Records shown
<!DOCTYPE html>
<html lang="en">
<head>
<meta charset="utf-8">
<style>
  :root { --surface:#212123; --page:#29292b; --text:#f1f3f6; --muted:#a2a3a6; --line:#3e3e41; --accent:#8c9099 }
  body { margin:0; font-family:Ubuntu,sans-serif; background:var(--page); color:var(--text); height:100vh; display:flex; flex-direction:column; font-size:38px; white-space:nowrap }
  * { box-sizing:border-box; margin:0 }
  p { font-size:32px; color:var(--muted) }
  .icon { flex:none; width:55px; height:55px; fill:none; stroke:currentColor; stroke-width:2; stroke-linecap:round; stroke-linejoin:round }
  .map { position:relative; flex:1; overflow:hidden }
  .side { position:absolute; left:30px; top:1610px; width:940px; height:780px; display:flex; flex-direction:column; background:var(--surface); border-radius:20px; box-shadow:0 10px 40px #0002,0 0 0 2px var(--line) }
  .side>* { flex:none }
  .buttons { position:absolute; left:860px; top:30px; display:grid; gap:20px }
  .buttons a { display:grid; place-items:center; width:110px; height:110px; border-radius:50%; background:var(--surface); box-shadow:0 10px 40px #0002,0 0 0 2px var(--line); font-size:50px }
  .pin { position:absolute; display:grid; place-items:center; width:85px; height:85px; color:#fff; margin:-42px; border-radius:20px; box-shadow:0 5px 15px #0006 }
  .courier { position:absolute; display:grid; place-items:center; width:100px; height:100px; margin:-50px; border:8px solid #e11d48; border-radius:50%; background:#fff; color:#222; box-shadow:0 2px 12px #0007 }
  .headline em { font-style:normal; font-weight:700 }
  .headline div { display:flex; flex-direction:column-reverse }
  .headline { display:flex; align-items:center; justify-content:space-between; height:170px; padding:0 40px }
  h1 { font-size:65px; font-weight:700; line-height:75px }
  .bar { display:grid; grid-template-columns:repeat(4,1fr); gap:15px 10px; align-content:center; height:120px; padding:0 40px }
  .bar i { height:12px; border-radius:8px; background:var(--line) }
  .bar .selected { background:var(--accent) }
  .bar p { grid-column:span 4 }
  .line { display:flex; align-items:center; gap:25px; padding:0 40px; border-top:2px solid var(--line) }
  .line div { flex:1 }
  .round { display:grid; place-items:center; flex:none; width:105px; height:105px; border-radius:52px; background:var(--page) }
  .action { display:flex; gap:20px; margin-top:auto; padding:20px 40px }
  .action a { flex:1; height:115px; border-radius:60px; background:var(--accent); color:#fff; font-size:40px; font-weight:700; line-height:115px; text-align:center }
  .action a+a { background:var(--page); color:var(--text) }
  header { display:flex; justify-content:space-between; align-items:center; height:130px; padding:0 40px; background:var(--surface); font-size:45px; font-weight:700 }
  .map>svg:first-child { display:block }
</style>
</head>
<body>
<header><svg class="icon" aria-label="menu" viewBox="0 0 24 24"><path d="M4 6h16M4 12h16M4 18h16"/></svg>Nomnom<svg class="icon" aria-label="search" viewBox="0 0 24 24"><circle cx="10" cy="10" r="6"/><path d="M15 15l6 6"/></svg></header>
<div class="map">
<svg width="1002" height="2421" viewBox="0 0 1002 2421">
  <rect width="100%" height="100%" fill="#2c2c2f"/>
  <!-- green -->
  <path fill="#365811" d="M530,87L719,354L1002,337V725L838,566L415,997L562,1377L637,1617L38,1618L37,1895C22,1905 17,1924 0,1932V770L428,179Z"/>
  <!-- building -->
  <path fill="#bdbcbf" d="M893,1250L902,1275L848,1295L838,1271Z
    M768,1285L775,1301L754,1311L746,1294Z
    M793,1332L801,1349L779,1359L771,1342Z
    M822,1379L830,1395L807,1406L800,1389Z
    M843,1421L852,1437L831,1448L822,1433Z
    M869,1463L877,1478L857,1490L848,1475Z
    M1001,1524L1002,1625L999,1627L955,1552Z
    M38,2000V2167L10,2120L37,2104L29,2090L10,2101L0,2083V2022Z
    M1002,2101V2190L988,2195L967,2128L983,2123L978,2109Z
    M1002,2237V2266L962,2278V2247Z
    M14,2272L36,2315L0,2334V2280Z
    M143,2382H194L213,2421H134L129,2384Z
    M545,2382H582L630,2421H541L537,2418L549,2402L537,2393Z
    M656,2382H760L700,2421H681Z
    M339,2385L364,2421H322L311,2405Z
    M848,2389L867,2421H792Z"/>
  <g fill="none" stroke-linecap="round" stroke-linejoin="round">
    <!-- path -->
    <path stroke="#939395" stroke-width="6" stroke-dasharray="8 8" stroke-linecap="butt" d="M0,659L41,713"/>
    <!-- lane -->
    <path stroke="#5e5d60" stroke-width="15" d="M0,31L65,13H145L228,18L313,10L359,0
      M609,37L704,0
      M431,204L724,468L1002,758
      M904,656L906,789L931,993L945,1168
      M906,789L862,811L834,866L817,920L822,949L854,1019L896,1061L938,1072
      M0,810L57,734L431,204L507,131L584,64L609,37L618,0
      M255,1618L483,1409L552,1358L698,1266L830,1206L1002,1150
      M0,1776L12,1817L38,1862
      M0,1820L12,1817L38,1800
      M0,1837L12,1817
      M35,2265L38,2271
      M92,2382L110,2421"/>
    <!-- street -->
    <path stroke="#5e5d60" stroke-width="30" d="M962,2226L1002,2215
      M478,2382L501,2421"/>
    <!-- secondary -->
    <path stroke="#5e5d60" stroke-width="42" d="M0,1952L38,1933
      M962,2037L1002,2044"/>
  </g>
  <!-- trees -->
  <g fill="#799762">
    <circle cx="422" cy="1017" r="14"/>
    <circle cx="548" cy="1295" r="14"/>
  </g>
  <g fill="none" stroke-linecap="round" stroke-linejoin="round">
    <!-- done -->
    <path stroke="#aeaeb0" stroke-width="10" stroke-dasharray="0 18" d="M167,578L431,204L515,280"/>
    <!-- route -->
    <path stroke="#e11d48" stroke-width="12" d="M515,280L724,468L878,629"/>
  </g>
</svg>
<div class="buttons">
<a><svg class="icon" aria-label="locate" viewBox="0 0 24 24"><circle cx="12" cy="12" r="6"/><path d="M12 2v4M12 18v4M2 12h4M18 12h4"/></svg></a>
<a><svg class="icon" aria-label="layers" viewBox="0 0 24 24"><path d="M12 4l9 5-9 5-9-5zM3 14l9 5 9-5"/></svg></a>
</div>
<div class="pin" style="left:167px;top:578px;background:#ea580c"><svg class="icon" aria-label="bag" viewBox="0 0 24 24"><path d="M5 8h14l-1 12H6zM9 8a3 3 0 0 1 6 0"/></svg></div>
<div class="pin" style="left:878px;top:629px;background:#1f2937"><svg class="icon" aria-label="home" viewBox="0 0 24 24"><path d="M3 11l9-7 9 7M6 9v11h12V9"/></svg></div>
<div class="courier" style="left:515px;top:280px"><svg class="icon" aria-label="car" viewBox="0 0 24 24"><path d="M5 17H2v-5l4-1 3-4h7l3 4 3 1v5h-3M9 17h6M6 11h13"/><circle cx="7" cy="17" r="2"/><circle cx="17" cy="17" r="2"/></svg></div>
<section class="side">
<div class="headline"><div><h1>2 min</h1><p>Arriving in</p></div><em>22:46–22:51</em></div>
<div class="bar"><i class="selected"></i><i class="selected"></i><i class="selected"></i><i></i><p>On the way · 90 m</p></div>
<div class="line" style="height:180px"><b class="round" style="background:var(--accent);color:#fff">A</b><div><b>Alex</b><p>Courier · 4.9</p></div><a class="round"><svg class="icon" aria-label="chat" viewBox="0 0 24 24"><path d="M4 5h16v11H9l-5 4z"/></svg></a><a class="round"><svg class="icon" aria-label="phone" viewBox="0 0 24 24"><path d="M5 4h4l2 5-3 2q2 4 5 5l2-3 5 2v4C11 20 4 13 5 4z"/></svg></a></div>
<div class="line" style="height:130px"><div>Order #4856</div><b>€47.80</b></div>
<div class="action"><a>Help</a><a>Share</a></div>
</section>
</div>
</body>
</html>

Task
Retype only this range exactly: the first line of the data through the line where "position:relative; flex:1; overflow:hidden" appears.

Finished task
<!DOCTYPE html>
<html lang="en">
<head>
<meta charset="utf-8">
<style>
  :root { --surface:#212123; --page:#29292b; --text:#f1f3f6; --muted:#a2a3a6; --line:#3e3e41; --accent:#8c9099 }
  body { margin:0; font-family:Ubuntu,sans-serif; background:var(--page); color:var(--text); height:100vh; display:flex; flex-direction:column; font-size:38px; white-space:nowrap }
  * { box-sizing:border-box; margin:0 }
  p { font-size:32px; color:var(--muted) }
  .icon { flex:none; width:55px; height:55px; fill:none; stroke:currentColor; stroke-width:2; stroke-linecap:round; stroke-linejoin:round }
  .map { position:relative; flex:1; overflow:hidden }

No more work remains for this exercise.